↓

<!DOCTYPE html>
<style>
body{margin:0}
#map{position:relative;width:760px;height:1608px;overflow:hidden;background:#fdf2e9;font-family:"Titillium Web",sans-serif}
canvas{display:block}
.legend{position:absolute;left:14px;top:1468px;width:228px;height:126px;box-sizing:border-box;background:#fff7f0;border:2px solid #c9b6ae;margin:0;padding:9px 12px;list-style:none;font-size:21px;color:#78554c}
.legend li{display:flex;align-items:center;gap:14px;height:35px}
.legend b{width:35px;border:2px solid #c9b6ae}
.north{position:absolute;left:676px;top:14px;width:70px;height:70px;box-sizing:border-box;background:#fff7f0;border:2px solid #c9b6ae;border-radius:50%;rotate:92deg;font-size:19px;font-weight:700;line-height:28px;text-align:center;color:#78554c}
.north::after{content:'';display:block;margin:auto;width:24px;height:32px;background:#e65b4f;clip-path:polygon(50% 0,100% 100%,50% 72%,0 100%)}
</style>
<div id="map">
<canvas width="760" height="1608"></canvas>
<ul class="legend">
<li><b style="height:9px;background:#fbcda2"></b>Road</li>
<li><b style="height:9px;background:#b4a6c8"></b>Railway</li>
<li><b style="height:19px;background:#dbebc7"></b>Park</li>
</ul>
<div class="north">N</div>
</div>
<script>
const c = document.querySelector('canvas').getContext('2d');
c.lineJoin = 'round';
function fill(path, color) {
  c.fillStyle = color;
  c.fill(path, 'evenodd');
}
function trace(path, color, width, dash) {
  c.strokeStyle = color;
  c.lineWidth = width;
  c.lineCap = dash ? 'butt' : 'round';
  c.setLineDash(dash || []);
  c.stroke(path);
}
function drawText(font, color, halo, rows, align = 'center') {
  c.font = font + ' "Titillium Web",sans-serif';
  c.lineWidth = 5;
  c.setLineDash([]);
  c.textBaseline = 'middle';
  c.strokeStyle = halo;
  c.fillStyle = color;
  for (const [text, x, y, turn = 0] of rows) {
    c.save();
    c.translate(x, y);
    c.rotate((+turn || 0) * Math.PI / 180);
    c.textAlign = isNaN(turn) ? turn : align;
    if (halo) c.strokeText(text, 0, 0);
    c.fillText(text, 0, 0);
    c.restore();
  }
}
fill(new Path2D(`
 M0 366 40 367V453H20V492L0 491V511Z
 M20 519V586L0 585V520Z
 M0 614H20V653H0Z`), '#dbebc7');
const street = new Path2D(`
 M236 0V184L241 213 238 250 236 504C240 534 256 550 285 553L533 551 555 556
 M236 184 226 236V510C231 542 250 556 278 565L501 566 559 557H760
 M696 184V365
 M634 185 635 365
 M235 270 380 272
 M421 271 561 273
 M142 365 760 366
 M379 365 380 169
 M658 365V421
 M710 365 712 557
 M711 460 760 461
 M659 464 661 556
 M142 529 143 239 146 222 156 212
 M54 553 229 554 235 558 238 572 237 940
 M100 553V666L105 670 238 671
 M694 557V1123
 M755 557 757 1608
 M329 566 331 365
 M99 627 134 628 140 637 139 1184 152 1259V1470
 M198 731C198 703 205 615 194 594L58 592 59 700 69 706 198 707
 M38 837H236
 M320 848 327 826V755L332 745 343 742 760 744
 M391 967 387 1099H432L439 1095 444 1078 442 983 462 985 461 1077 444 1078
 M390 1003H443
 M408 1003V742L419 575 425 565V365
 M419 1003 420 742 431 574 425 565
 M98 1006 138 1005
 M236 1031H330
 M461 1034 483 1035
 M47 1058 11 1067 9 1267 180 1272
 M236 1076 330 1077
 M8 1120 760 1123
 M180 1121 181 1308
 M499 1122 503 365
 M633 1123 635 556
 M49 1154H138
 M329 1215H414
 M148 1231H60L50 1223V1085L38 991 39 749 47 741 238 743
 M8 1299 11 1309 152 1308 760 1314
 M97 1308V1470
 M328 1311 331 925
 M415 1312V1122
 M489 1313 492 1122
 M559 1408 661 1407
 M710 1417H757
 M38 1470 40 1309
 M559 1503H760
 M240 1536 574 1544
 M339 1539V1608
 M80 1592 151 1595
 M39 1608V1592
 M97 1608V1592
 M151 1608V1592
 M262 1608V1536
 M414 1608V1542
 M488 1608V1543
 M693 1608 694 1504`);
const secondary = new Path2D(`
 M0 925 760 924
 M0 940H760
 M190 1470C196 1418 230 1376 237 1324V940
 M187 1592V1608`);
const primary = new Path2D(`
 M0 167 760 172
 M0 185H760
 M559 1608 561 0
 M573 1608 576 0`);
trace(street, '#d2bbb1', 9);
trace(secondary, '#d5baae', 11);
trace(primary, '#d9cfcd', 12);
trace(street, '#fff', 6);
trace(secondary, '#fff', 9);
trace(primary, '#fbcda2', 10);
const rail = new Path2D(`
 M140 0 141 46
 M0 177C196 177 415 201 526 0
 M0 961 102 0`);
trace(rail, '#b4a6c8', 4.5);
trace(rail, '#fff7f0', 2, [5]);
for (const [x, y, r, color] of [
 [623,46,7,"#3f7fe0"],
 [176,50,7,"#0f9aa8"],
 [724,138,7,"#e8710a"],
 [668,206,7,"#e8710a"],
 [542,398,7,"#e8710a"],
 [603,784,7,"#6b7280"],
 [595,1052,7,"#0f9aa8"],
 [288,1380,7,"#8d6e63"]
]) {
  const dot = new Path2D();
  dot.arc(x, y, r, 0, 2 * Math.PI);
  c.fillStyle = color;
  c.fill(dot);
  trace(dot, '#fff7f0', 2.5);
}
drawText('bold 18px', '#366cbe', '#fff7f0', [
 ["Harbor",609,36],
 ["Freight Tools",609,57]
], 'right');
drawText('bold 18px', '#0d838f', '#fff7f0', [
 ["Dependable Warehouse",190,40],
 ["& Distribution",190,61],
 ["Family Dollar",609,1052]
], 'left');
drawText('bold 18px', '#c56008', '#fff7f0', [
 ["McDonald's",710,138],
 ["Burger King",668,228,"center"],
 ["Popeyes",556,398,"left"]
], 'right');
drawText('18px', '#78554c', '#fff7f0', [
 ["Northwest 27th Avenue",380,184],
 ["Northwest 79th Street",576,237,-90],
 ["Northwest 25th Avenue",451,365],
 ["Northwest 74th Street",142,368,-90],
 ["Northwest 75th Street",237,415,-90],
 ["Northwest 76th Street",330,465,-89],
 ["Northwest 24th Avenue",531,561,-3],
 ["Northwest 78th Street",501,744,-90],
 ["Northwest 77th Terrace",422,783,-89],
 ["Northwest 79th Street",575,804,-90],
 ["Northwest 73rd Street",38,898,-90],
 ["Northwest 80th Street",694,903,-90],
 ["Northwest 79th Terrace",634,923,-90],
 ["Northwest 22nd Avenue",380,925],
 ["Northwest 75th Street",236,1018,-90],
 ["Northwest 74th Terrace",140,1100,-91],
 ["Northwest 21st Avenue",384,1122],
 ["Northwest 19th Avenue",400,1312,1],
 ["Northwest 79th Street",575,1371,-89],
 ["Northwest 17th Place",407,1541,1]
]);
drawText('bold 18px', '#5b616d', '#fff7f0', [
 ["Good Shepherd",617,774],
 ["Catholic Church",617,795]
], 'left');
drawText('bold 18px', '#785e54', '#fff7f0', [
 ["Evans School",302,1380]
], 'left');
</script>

↑

Counting only lines that hold the word "block", report how many there are in the listing above, as a number alone.

Exercise solution: 2